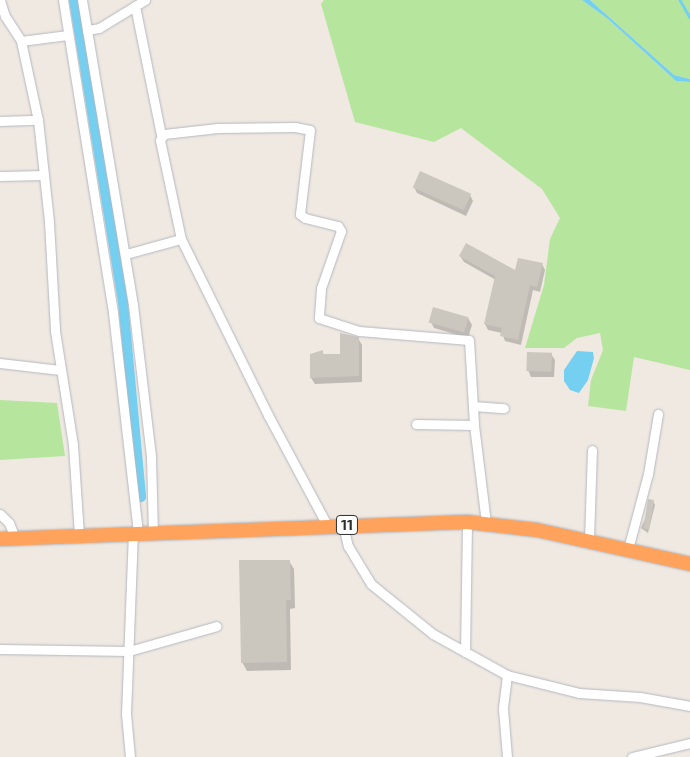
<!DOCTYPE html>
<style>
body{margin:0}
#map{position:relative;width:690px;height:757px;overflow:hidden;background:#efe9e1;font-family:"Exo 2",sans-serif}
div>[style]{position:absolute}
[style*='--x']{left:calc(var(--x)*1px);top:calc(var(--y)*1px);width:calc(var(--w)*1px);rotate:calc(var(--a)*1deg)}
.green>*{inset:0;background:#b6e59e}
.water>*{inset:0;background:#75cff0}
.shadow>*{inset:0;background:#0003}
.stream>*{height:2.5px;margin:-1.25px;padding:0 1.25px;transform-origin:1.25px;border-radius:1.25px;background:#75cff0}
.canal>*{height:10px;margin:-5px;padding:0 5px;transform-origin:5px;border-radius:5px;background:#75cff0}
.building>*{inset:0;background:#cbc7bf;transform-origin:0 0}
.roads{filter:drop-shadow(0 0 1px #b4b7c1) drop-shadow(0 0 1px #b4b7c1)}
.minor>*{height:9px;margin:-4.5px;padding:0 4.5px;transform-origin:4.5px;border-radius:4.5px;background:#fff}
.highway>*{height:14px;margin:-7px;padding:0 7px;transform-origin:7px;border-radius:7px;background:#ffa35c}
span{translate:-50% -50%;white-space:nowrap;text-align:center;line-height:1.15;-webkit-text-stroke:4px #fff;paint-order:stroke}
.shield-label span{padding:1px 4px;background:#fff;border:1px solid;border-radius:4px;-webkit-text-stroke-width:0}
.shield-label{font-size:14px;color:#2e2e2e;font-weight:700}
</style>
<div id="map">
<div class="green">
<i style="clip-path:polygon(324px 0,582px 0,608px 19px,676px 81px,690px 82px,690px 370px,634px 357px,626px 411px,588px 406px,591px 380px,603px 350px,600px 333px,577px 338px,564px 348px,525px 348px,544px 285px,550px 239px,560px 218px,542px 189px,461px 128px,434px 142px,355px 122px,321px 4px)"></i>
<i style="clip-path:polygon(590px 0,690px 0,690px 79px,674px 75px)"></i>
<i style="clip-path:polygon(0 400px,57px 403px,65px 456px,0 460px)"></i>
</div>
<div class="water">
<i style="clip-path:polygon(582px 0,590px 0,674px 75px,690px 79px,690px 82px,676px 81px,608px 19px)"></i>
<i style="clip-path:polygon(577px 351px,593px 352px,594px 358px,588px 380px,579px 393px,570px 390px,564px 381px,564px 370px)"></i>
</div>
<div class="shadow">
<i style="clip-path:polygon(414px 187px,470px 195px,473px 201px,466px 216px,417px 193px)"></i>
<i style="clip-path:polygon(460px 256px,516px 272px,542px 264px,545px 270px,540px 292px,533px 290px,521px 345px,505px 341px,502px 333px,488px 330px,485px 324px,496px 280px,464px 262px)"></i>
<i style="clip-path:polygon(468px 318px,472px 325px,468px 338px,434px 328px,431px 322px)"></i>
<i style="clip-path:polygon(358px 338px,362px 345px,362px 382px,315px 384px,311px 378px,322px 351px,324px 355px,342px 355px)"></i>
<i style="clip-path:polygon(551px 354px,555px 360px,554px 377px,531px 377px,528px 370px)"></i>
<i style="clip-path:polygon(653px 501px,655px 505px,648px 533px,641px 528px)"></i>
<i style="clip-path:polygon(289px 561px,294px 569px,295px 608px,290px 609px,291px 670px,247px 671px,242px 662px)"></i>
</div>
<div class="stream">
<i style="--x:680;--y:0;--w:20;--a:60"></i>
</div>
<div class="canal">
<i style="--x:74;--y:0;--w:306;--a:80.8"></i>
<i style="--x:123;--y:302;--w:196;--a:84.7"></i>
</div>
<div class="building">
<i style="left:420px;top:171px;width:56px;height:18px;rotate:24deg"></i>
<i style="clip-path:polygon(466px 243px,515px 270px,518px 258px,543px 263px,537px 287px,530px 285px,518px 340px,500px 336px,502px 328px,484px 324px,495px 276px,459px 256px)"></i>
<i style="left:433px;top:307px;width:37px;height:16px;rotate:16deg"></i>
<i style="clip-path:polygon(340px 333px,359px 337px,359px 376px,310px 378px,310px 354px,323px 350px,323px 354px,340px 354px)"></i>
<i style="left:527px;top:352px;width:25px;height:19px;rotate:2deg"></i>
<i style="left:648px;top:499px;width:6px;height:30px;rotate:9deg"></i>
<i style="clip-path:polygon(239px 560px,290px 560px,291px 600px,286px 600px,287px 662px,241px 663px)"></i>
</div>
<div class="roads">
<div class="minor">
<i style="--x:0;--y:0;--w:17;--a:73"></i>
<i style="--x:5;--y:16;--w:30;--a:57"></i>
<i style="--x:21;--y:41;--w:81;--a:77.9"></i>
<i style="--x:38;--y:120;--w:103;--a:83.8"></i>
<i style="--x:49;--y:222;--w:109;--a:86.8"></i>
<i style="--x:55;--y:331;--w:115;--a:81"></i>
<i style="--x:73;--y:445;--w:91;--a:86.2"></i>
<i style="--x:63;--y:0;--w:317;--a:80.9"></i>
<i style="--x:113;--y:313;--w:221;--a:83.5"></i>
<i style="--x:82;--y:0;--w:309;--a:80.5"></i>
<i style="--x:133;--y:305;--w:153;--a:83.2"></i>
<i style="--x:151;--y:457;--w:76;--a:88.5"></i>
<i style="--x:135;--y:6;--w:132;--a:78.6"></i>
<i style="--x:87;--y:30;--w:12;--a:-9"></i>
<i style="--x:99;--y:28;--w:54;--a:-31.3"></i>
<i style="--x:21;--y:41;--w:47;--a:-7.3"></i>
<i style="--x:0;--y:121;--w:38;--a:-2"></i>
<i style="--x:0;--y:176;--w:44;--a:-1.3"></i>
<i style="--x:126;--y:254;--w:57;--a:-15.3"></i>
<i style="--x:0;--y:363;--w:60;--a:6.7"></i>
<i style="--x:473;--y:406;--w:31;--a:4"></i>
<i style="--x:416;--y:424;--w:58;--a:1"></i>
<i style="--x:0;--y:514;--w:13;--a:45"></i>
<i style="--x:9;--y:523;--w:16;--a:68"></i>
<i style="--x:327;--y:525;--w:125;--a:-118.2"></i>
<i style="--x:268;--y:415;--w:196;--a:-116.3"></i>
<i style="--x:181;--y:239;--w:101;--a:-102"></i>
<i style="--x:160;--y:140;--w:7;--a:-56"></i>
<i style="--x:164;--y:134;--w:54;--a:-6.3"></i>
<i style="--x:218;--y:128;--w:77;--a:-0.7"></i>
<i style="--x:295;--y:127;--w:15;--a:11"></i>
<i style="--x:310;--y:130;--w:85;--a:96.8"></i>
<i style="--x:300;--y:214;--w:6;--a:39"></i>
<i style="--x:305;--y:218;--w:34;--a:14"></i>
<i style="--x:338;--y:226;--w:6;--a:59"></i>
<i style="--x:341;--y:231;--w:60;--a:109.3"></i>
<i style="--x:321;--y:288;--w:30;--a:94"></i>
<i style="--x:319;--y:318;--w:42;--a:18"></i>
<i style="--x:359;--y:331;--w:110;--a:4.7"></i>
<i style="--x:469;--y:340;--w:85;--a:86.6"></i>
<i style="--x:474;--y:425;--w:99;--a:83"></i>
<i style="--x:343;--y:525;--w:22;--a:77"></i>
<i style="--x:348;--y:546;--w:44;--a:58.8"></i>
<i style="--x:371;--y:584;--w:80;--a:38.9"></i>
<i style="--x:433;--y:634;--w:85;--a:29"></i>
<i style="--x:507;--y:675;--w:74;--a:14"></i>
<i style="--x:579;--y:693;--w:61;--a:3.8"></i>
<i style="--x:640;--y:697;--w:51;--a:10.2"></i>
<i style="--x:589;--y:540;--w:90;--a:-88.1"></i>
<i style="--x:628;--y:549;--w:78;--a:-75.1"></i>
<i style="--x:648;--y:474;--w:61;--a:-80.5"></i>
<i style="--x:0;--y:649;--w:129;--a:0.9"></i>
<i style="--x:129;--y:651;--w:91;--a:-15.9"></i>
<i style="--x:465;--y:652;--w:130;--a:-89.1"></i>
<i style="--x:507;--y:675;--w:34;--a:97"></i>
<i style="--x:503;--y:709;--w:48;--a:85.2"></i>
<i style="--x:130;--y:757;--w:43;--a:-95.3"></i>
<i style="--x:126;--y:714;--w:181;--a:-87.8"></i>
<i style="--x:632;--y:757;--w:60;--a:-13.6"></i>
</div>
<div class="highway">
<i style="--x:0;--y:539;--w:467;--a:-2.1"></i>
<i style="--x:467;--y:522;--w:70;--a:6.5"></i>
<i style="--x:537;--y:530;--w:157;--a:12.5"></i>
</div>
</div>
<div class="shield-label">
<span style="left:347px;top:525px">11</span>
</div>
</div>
┄┄┄┄┄┄┄┄┄┄
== Task to complete ==
Each line above that contains the word "left" must be copied.

== Output of the task ==
[style*='--x']{left:calc(var(--x)*1px);top:calc(var(--y)*1px);width:calc(var(--w)*1px);rotate:calc(var(--a)*1deg)}
<i style="left:420px;top:171px;width:56px;height:18px;rotate:24deg"></i>
<i style="left:433px;top:307px;width:37px;height:16px;rotate:16deg"></i>
<i style="left:527px;top:352px;width:25px;height:19px;rotate:2deg"></i>
<i style="left:648px;top:499px;width:6px;height:30px;rotate:9deg"></i>
<span style="left:347px;top:525px">11</span>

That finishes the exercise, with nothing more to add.